Em muitos casos, a enxaqueca com aura pode ser confundida com outras condições, como o acidente vascular cerebral (AVC) ou o ataque isquêmico transitório (AIT), o que pode gerar confusão e ansiedade. A diferença principal da enxaqueca com aura para esses distúrbios é que a primeira é temporária, desaparecendo antes da dor de cabeça em si, ao passo que o AVC e o AIT são condições mais graves, com sintomas muitas vezes permanentes.
Quais são os riscos associados à enxaqueca com aura?
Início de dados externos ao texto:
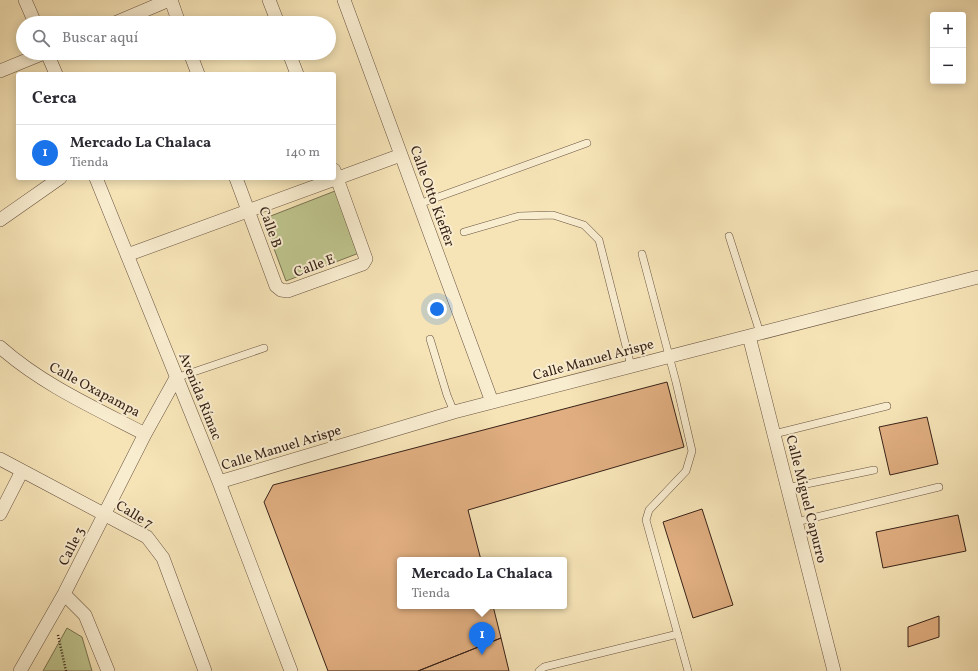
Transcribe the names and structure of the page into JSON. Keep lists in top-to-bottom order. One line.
{"streets":{"street":["Calle Otto Kieffer","Calle B","Calle E","Calle Manuel Arispe","Calle Oxapampa","Avenida Rímac","Calle Miguel Capurro","Calle 7","Calle 3"]},"crossings":[["Calle Otto Kieffer","Calle Manuel Arispe"],["Calle B","Calle E"],["Calle Manuel Arispe","Avenida Rímac"],["Calle Manuel Arispe","Calle Miguel Capurro"],["Calle Oxapampa","Avenida Rímac"],["Calle Oxapampa","Calle 3"],["Calle 7","Calle 3"]],"page":{"map_buttons":["+","−"],"search":"Buscar aquí","heading":"Cerca","list":[{"mark":"1","name":"Mercado La Chalaca","note":"Tienda","value":"140 m"}],"popup":["Mercado La Chalaca","Tienda"],"pins":"1"}}
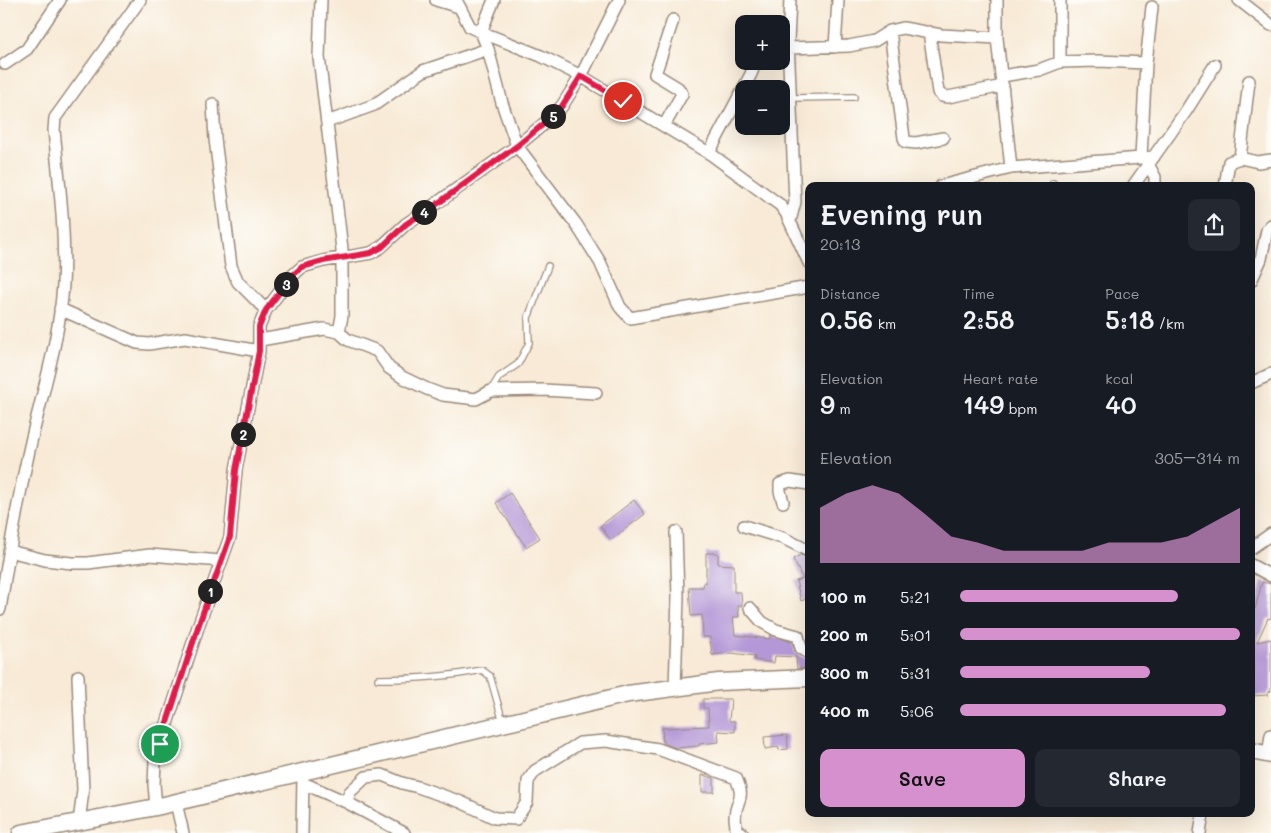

A enxaqueca com aura está associada a sérios riscos à saúde, principalmente relacionados a alterações temporárias no fluxo sanguíneo cerebral. Em alguns casos, pode aumentar o risco de acidente vascular cerebral (AVC), especialmente em pessoas que já apresentam outros fatores de risco, como hipertensão ou histórico familiar de doenças cardiovasculares. Mulheres que fazem uso de anticoncepcionais orais contendo estrógeno também devem ter cuidado, pois esse hormônio aumenta o risco de eventos vasculares em indivíduos que sofrem de enxaqueca com aura.


O uso de contraceptivo oral (pílula) aumenta a chance de desenvolver enxaqueca com aura.
Além disso, pessoas com enxaqueca com aura também podem experimentar um aumento na ansiedade e no estresse, principalmente em decorrência da imprevisibilidade das crises e do medo de uma possível complicação grave, como um AVC.
Como tratar a enxaqueca com aura?
O tratamento desse tipo de enxaqueca envolve duas abordagens principais: tratamento agudo, que tem o objetivo de aliviar a dor; e tratamento preventivo, que visa a reduzir a frequência e a intensidade das crises. Vejamos mais detalhadamente cada tipo de intervenção:
Tratamento agudo
Envolve o uso de medicamentos como:
Triptanos: agem diretamente nas vias cerebrais relacionadas à dor, interrompendo a crise.
Analgésicos e anti-inflamatórios não esteroides (AINEs): são usados para aliviar a dor durante a crise.
Antieméticos: controlam sintomas como náuseas e vômitos.
Tratamento preventivo
Inclui:
Betabloqueadores (como o propranolol) e antidepressivos (como a amitriptilina): ajudam a reduzir a frequência das crises.
Anticonvulsivantes (como o ácido valproico): ajudam a estabilizar a atividade cerebral e a prevenir as crises.
Mudanças no estilo de vida: são essenciais para evitar o aparecimento das crises e envolvem principalmente evitar gatilhos (por exemplo, certos alimentos, estresse e padrões irregulares de sono).
Prevenção e qualidade de vida
Embora a enxaqueca com aura não tenha cura, a gestão adequada dela é possível com acompanhamento médico regular e mudanças no estilo de vida. Evitar gatilhos, como determinados alimentos e bebidas, praticar atividade física regularmente, melhorar a qualidade do sono e reduzir o estresse são atitudes essenciais para controlar a frequência e a intensidade das crises.
Além disso, o apoio psicológico pode ser fundamental para lidar com a ansiedade e o impacto emocional da enxaqueca com aura. Grupos de apoio e terapias podem ajudar o paciente a entender melhor o distúrbio e os fatores desencadeantes e a desenvolver estratégias eficazes para conviver da melhor forma possível com o problema.